■ What you have to do: Write out exactly the lines of the entries below from the one holding "display:flex; align-items:center; gap:30px;" to the one holding "width:120px; height:120px; fill:#fffc;", inclusive, and leave out all other lines.
== Source data
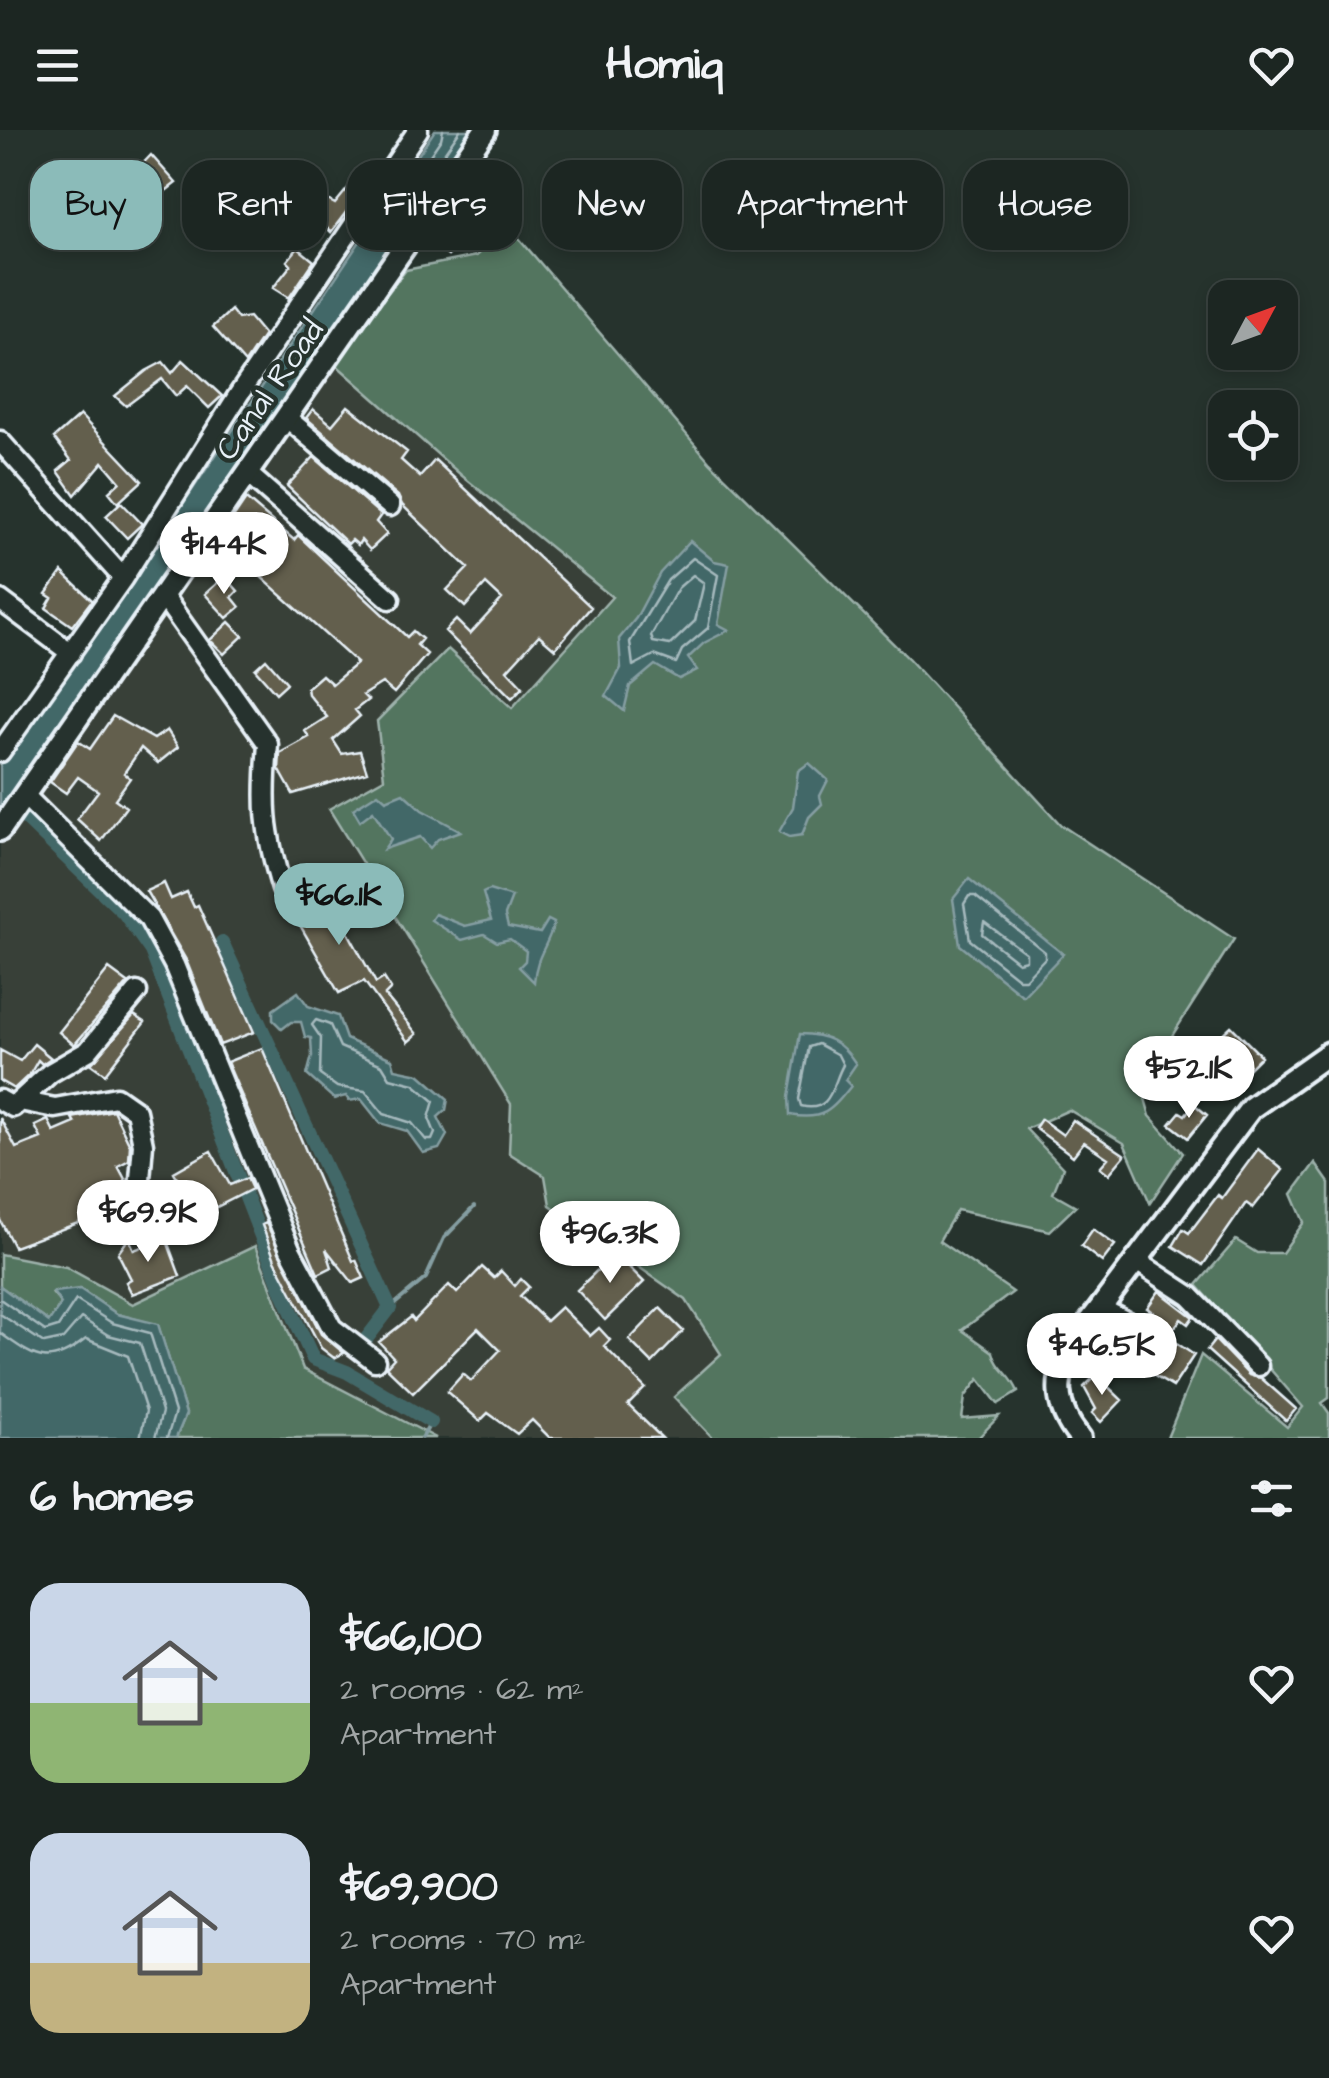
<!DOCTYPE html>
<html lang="en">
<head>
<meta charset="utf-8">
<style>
	body { margin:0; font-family:"Architects Daughter",sans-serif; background:#29322f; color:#f1f3f6; height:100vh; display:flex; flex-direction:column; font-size:38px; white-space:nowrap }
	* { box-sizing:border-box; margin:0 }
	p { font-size:32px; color:#a0a5a5 }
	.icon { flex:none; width:55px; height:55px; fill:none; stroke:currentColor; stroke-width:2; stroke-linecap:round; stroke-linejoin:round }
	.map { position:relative; height:1308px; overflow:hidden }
	.drawer { display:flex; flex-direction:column; background:#1c2622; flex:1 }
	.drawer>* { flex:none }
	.top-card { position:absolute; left:30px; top:30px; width:1270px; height:90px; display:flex; gap:20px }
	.needle { width:65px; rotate:49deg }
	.tools { position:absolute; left:1208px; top:150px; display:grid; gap:20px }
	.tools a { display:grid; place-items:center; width:90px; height:90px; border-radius:20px; background:#1c2622; box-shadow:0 5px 15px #0003,0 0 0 2px #3a4340; font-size:50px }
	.price { position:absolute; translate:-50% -85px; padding:0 22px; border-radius:35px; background:#fff; color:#222; font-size:32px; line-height:65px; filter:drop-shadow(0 2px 5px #0008) }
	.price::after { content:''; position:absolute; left:50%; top:60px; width:30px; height:22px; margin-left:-15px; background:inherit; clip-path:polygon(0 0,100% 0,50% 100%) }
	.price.selected { background:#8bbbb9; color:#111 }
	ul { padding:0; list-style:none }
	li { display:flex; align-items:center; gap:30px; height:250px; padding:0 30px }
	li span { display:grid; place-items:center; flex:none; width:280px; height:200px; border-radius:30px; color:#555 }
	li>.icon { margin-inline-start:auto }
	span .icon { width:120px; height:120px; fill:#fffc; stroke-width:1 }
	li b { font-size:42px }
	h2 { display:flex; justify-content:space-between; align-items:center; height:120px; padding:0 30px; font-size:42px }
	.chip { padding:0 35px; border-radius:30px; background:#1c2622; box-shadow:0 5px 15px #0003,0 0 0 2px #3a4340; font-size:35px; line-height:90px }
	.chip.selected { background:#8bbbb9; color:#111 }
	header { display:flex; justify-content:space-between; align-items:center; height:130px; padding:0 30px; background:#1c2622; font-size:45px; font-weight:800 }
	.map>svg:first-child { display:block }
</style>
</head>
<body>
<header><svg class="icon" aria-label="menu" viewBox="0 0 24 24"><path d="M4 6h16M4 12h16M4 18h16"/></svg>Homiq<svg class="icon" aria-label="heart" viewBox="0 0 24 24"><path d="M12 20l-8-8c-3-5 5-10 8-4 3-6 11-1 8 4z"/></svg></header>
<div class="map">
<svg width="1329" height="1308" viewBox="0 0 1329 1308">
	<rect width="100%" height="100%" fill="#26332d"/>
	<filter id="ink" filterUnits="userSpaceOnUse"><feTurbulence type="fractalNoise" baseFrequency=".01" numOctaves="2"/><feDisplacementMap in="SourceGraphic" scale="20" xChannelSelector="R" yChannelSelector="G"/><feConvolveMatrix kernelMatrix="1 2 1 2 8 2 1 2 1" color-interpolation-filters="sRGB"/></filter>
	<g filter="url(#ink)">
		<path fill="#394037" d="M 333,232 L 461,345 L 612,467 L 512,578 L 448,520 L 384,648 L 329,680 L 511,974 L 510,1023 L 545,1046 L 615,1123 L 686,1170 L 722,1224 L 674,1267 L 713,1308 L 436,1308 L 303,1239 L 255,1117 L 132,1174 L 66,1137 L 0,1124 L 0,706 Z"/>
		<path fill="#53745f" stroke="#9eb2ac" stroke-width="2.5" d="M 506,93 L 710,332 L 908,528 L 1061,695 L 1234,809 L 1170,909 L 1136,937 L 1150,986 L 1183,1023 L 1150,1073 L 1124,1013 L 1069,980 L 1026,999 L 1063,1038 L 1053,1063 L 1076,1076 L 1050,1101 L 957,1080 L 939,1111 L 1013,1162 L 962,1200 L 993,1222 C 997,1240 1012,1244 1018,1262 L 998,1274 L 979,1249 L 965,1267 L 962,1289 L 999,1286 L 978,1308 L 713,1308 L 674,1267 L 721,1224 L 686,1170 L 550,1075 L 545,1046 L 509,1023 L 511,974 L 329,679 L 384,648 L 377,591 L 448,519 L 512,578 L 612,467 L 461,345 L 333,232 L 406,140 L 476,126 Z
			M 1315,1033 L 1329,1053 L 1329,1268 L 1322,1273 L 1329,1283 L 1329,1308 L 1167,1308 L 1201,1225 L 1287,1297 L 1303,1277 L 1197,1155 L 1236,1110 L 1257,1123 L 1282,1123 L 1304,1092 L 1292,1064 Z
			M 255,1116 L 303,1239 L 436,1308 L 176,1308 L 186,1284 L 158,1195 L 117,1184 L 80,1159 L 53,1164 L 61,1174 L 49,1192 L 0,1156 L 0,1124 L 66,1137 L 133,1174 Z"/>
		<path fill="#436768" stroke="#859ea2" stroke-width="2.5" d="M 435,0 L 472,0 L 0,680 L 0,627 L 133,448 Z
			M 690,411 L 714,431 L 729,434 L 718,494 L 729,500 L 704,513 L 688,528 L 697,540 L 679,549 L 655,535 L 630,556 L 624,581 L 606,566 L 621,538 L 619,509 L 636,488 L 660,443 Z
			M 809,633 L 828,650 L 820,666 L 822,674 L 809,687 L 802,705 L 789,707 L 779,702 L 793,677 L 798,641 Z
			M 378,663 L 386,670 L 403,663 L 422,680 L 461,701 L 438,709 L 430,718 L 420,707 L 384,719 L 391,709 L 373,681 L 360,691 L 353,679 Z
			M 969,749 L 1063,824 L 1023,866 L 960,815 L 953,769 Z
			M 489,760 L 512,767 L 505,785 L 508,797 L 540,803 L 548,790 L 554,793 C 548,816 536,825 534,852 L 519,837 L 525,831 L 526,821 L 510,809 L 497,812 L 484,804 L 462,810 L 431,790 L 435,784 L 465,796 L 491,790 L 483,763 Z
			M 298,862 L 308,876 L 338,886 L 346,909 L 392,929 L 395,939 L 419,944 L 448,969 L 446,980 L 438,987 L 447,1005 L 439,1019 L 423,1023 L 407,1001 L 380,993 L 361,969 L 349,971 L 346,966 L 334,969 L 307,945 L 312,926 L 311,908 L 305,907 L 301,892 L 291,892 L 282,899 L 273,890 L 273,880 Z
			M 800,904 C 826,904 842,912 856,934 L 845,950 L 851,956 C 831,981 823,991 790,985 L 789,967 Z
			M 0,1156 L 49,1192 L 61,1174 L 53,1162 L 80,1159 L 117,1184 L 158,1194 L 186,1284 L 176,1308 L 0,1308 Z"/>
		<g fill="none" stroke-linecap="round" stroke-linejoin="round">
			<path stroke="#a6babe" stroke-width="2.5" d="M 443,0 L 441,9 L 416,46 L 419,52 L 425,51 L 460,0
				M 693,428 L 718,445 L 708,498 L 682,520 L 676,533 L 654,525 L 633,536 L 630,512 L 668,450 Z
				M 693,445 L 704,453 L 695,491 L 670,515 L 653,512 L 651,506 L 678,458 Z
				M 969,766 L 975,766 L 1045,822 L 1045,828 L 1025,849 L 1019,849 L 970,810 L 964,774 Z
				M 984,792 L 1026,823 L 1026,830 L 1018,832 L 982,804 Z
				M 316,890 L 330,895 L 340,917 L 382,935 L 390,948 L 414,954 L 434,971 L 429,988 L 435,1003 L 432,1010 L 426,1010 L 412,993 L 384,984 L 365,961 L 337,957 L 320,945 L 321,908 L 312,895 Z
				M 818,914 L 838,925 L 843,935 C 832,954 832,984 801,976 L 799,969 L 809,917 Z
				M 0,1169 L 45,1201 L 58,1197 L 76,1170 L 112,1193 L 150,1203 L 175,1282 L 167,1308
				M 0,1184 L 44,1213 L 63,1209 L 81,1188 L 108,1205 L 140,1213 L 162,1282 L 155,1308
				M 0,1203 C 37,1229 47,1239 86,1209 L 128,1226 L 146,1281 L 140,1308"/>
			<path stroke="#859ea2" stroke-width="4" d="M 390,1178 L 426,1148 L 444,1108 L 474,1077
				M 422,1308 L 431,1292"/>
			<path stroke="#436768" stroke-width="14" d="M 23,686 L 124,783 L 151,821 L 281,1158 L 313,1229 L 347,1242 L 431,1292
				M 222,812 L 390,1178 L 367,1208"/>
		</g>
		<path fill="#645f4d" stroke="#e8f1f8" stroke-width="2.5" d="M 151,25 L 176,53 L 154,70 L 134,43 Z
			M 99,45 L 119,67 L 105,81 L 85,57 Z
			M 353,52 L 362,61 L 331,102 L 312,83 L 324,68 L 335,74 Z
			M 66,65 L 85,89 L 72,100 L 53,75 Z
			M 456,66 L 465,72 L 470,66 L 481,75 L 478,79 L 483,83 L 448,126 L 434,115 L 456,86 L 450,81 Z
			M 298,118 L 314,131 L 289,168 L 273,158 L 291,135 L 287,131 Z
			M 231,180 L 238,189 L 249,187 L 264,205 L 245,233 L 213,197 Z
			M 183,230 L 222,266 L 209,278 L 187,256 L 176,266 L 162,249 L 126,276 L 115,266 L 146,241 L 163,232 L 172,243 Z
			M 348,276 L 407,322 L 401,330 L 420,347 L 435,330 L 591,477 L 555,519 L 539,505 L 507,540 L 523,557 L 512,568 L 445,501 L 456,490 L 470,504 L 502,469 L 486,454 L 465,477 L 447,460 L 468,438 L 402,375 L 398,366 L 306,288 L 313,279 L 332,295 Z
			M 80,285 L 142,351 L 118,373 L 109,362 L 120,352 L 103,332 L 75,365 L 58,341 L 71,330 L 54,308 Z
			M 314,327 L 381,385 L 376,392 L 387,404 L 370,420 L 361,410 L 358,415 L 352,410 L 348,414 L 287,356 Z
			M 246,369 L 294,410 L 298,405 L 407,507 L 413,501 L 422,509 L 417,515 L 427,524 L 394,563 L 382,553 L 363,565 L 368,570 L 355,580 L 360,586 L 333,610 L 342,624 L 360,621 L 367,642 L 293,664 L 279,639 L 280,623 L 309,607 L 305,601 L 327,587 L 308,564 L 307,558 L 322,545 L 332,554 L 357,533 L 219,409 Z
			M 121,372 L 142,394 L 127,408 L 106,386 Z
			M 62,442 L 92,470 L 72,496 L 46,478 L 52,468 L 46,464 Z
			M 225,446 L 238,461 L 232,467 L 240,477 L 227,488 L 205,464 Z
			M 229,492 L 243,506 L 224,524 L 210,510 Z
			M 266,529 L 287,553 L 276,563 L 255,539 Z
			M 113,586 L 154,609 L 167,600 L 178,617 L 158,633 L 141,618 L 124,643 L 130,648 L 115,669 L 126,677 L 101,711 L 77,689 L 98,661 L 78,647 L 66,663 L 50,652 L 78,611 L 90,619 Z
			M 317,746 L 376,853 L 384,848 L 391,859 L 385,865 L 417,904 L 408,912 L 364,851 L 339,863 L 288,774 L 295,769 L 294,758 Z
			M 164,753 L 171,769 L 187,762 L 194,777 L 198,775 L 254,902 L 220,915 L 186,830 L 146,761 Z
			M 109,839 L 128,853 L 74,915 L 59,902 Z
			M 134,885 L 145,892 L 105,944 L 91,934 Z
			M 1231,896 L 1261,926 L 1246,941 L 1216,910 Z
			M 34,914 L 51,928 L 42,934 L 38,930 L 30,944 L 14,959 L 0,951 L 0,920 L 20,931 Z
			M 262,918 L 353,1131 L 356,1130 L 364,1148 L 353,1153 L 326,1119 L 332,1137 L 318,1144 L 227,932 Z
			M 1149,929 L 1178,957 L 1171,966 L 1140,942 Z
			M 1194,974 L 1207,985 L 1188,1008 L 1170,994 L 1180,982 L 1185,985 Z
			M 113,980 L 130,1015 L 129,1030 L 118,1036 L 127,1053 L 126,1065 L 117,1069 L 121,1077 L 14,1117 L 0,1090 L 0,988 L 16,1018 L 41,1008 L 35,996 L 48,990 L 54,1002 L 75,993 L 72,988 Z
			M 1041,989 L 1063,1005 L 1073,990 L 1125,1025 L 1109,1044 L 1100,1037 L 1108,1028 L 1084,1012 L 1073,1026 L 1035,998 Z
			M 1258,1019 L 1283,1040 L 1253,1078 L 1246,1073 L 1203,1135 L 1173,1116 L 1183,1099 L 1189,1103 L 1218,1065 L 1222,1068 Z
			M 211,1021 L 230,1055 L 247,1048 L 252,1059 L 199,1086 L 174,1042 Z
			M 266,1093 L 321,1204 L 344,1223 L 334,1228 L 321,1218 L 275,1130 L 262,1095 Z
			M 1093,1099 L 1115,1115 L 1102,1132 L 1081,1116 Z
			M 129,1108 L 134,1120 L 166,1108 L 180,1146 L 132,1164 L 126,1152 L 131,1149 L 118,1123 Z
			M 615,1123 L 644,1152 L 605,1190 L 577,1160 Z
			M 482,1137 L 494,1148 L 501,1141 L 515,1156 L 521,1149 L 529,1157 L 520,1166 L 546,1191 L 561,1177 L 590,1206 L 599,1198 L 610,1210 L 604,1216 L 645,1258 L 628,1275 L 662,1308 L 550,1308 L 532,1290 L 517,1304 L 488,1283 L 480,1291 L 447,1262 L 463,1244 L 471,1251 L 500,1220 L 478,1198 L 413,1263 L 386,1237 L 394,1228 L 379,1212 L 411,1187 L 414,1191 L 449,1155 L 457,1163 Z
			M 1159,1161 L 1193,1187 L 1188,1194 L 1181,1189 L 1174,1198 L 1147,1178 Z
			M 660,1178 L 683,1201 L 652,1233 L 629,1210 Z
			M 1113,1199 L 1157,1219 L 1165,1217 L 1169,1208 L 1194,1225 L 1173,1257 L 1104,1216 Z
			M 1215,1210 L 1249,1245 L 1261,1248 L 1296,1279 L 1286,1291 L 1207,1220 Z
			M 1096,1245 L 1122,1270 L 1101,1292 L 1092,1283 L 1096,1279 L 1084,1257 Z"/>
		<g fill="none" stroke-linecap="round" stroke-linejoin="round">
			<g stroke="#e8f1f8" stroke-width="25">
				<path id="minor" d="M 287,288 L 390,376
					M 0,311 L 123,448
					M 248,344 L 390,469
					M 163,466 L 268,614 C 263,674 264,700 282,759
					M 0,470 L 71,523
					M 0,622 L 123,448 L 239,264 L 418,0
					M 24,665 L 149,789 L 174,835 L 290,1119 L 332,1198 L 375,1231
					M 0,970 L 13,977 L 50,943 L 88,921 L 137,862
					M 20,971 L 55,978 L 116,967 L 136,981 L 143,1014 L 137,1084
					M 1135,1130 L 1190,1166 L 1258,1236
					M 1100,1178 L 1157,1207"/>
			</g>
			<g stroke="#e8f1f8" stroke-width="28">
				<path id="major" d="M 0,700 L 485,0
					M 1080,1308 C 1054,1277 1053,1247 1074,1213 L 1251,978 L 1329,923"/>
			</g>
			<use href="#minor" stroke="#26332d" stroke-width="18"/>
			<use href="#major" stroke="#26332d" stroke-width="20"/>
		</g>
	</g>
	<g text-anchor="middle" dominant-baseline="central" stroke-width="9" stroke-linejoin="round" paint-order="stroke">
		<g font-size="32" fill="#e8f1f8" stroke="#26332d">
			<text transform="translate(270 260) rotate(-55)">Canal Road</text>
		</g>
	</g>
</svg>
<div class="tools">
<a><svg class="needle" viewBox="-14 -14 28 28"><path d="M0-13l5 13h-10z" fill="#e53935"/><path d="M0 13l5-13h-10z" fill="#a0a5a5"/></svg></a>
<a><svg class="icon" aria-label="locate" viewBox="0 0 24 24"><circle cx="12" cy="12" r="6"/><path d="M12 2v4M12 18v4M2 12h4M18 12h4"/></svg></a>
</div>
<b class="price" style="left:224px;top:467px">$144K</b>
<b class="price selected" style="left:339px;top:818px">$66.1K</b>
<b class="price" style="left:1189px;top:991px">$52.1K</b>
<b class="price" style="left:148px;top:1135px">$69.9K</b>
<b class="price" style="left:610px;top:1156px">$96.3K</b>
<b class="price" style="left:1102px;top:1268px">$46.5K</b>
<div class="top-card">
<a class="chip selected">Buy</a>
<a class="chip">Rent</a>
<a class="chip">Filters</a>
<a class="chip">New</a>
<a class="chip">Apartment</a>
<a class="chip">House</a>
</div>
</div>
<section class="drawer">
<h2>6 homes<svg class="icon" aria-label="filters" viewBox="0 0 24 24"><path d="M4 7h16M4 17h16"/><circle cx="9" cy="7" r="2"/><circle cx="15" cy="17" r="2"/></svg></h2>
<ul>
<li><span style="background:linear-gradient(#c9d6e8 60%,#8fb573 0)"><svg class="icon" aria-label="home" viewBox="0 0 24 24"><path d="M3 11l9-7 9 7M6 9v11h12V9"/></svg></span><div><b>$66,100</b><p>2 rooms · 62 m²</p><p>Apartment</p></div><svg class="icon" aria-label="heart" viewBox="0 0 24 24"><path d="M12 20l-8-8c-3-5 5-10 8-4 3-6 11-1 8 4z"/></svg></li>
<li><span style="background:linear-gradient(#c9d6e8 65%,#c2b280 0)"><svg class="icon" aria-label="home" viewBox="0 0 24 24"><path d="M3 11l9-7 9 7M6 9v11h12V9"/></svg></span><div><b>$69,900</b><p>2 rooms · 70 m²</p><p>Apartment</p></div><svg class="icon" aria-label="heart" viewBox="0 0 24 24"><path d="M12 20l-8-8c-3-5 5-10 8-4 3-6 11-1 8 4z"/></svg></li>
</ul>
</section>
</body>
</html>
====
■ Your response:
	li { display:flex; align-items:center; gap:30px; height:250px; padding:0 30px }
	li span { display:grid; place-items:center; flex:none; width:280px; height:200px; border-radius:30px; color:#555 }
	li>.icon { margin-inline-start:auto }
	span .icon { width:120px; height:120px; fill:#fffc; stroke-width:1 }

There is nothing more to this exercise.